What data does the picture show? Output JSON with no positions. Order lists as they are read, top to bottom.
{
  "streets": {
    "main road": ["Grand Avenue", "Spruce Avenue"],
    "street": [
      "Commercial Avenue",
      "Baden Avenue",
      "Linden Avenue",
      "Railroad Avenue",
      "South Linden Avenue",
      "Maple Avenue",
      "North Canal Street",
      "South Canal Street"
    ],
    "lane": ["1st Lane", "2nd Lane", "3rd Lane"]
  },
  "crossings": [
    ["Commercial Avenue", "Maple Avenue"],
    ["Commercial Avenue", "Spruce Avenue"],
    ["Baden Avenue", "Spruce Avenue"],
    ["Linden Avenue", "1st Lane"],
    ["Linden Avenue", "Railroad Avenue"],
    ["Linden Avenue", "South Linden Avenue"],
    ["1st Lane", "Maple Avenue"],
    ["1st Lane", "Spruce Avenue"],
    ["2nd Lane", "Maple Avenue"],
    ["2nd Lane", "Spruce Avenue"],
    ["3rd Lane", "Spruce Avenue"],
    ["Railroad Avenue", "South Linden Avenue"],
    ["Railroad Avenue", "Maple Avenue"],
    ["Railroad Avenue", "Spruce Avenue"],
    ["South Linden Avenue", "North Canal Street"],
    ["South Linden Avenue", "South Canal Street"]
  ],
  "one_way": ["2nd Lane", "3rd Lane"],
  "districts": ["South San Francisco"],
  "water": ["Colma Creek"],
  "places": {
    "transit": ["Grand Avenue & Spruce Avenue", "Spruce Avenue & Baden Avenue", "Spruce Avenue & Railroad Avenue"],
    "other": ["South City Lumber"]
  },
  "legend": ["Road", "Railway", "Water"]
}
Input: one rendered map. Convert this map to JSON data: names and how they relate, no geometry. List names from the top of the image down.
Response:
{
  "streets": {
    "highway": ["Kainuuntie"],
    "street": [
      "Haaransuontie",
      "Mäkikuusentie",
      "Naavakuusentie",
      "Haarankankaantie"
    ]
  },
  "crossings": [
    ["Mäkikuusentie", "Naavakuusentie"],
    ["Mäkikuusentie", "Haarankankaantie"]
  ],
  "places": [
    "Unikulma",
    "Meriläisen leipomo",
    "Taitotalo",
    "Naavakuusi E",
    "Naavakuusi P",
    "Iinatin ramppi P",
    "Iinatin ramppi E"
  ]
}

_ABOUT THIS TASK_
Retype every record above exactly as written.

_FINISHED TASK_
What data does the picture show? Output JSON with no positions. Order lists as they are read, top to bottom.
{
  "streets": {
    "main road": ["Grand Avenue", "Spruce Avenue"],
    "street": [
      "Commercial Avenue",
      "Baden Avenue",
      "Linden Avenue",
      "Railroad Avenue",
      "South Linden Avenue",
      "Maple Avenue",
      "North Canal Street",
      "South Canal Street"
    ],
    "lane": ["1st Lane", "2nd Lane", "3rd Lane"]
  },
  "crossings": [
    ["Commercial Avenue", "Maple Avenue"],
    ["Commercial Avenue", "Spruce Avenue"],
    ["Baden Avenue", "Spruce Avenue"],
    ["Linden Avenue", "1st Lane"],
    ["Linden Avenue", "Railroad Avenue"],
    ["Linden Avenue", "South Linden Avenue"],
    ["1st Lane", "Maple Avenue"],
    ["1st Lane", "Spruce Avenue"],
    ["2nd Lane", "Maple Avenue"],
    ["2nd Lane", "Spruce Avenue"],
    ["3rd Lane", "Spruce Avenue"],
    ["Railroad Avenue", "South Linden Avenue"],
    ["Railroad Avenue", "Maple Avenue"],
    ["Railroad Avenue", "Spruce Avenue"],
    ["South Linden Avenue", "North Canal Street"],
    ["South Linden Avenue", "South Canal Street"]
  ],
  "one_way": ["2nd Lane", "3rd Lane"],
  "districts": ["South San Francisco"],
  "water": ["Colma Creek"],
  "places": {
    "transit": ["Grand Avenue & Spruce Avenue", "Spruce Avenue & Baden Avenue", "Spruce Avenue & Railroad Avenue"],
    "other": ["South City Lumber"]
  },
  "legend": ["Road", "Railway", "Water"]
}
Input: one rendered map. Convert this map to JSON data: names and how they relate, no geometry. List names from the top of the image down.
Response:
{
  "streets": {
    "highway": ["Kainuuntie"],
    "street": [
      "Haaransuontie",
      "Mäkikuusentie",
      "Naavakuusentie",
      "Haarankankaantie"
    ]
  },
  "crossings": [
    ["Mäkikuusentie", "Naavakuusentie"],
    ["Mäkikuusentie", "Haarankankaantie"]
  ],
  "places": [
    "Unikulma",
    "Meriläisen leipomo",
    "Taitotalo",
    "Naavakuusi E",
    "Naavakuusi P",
    "Iinatin ramppi P",
    "Iinatin ramppi E"
  ]
}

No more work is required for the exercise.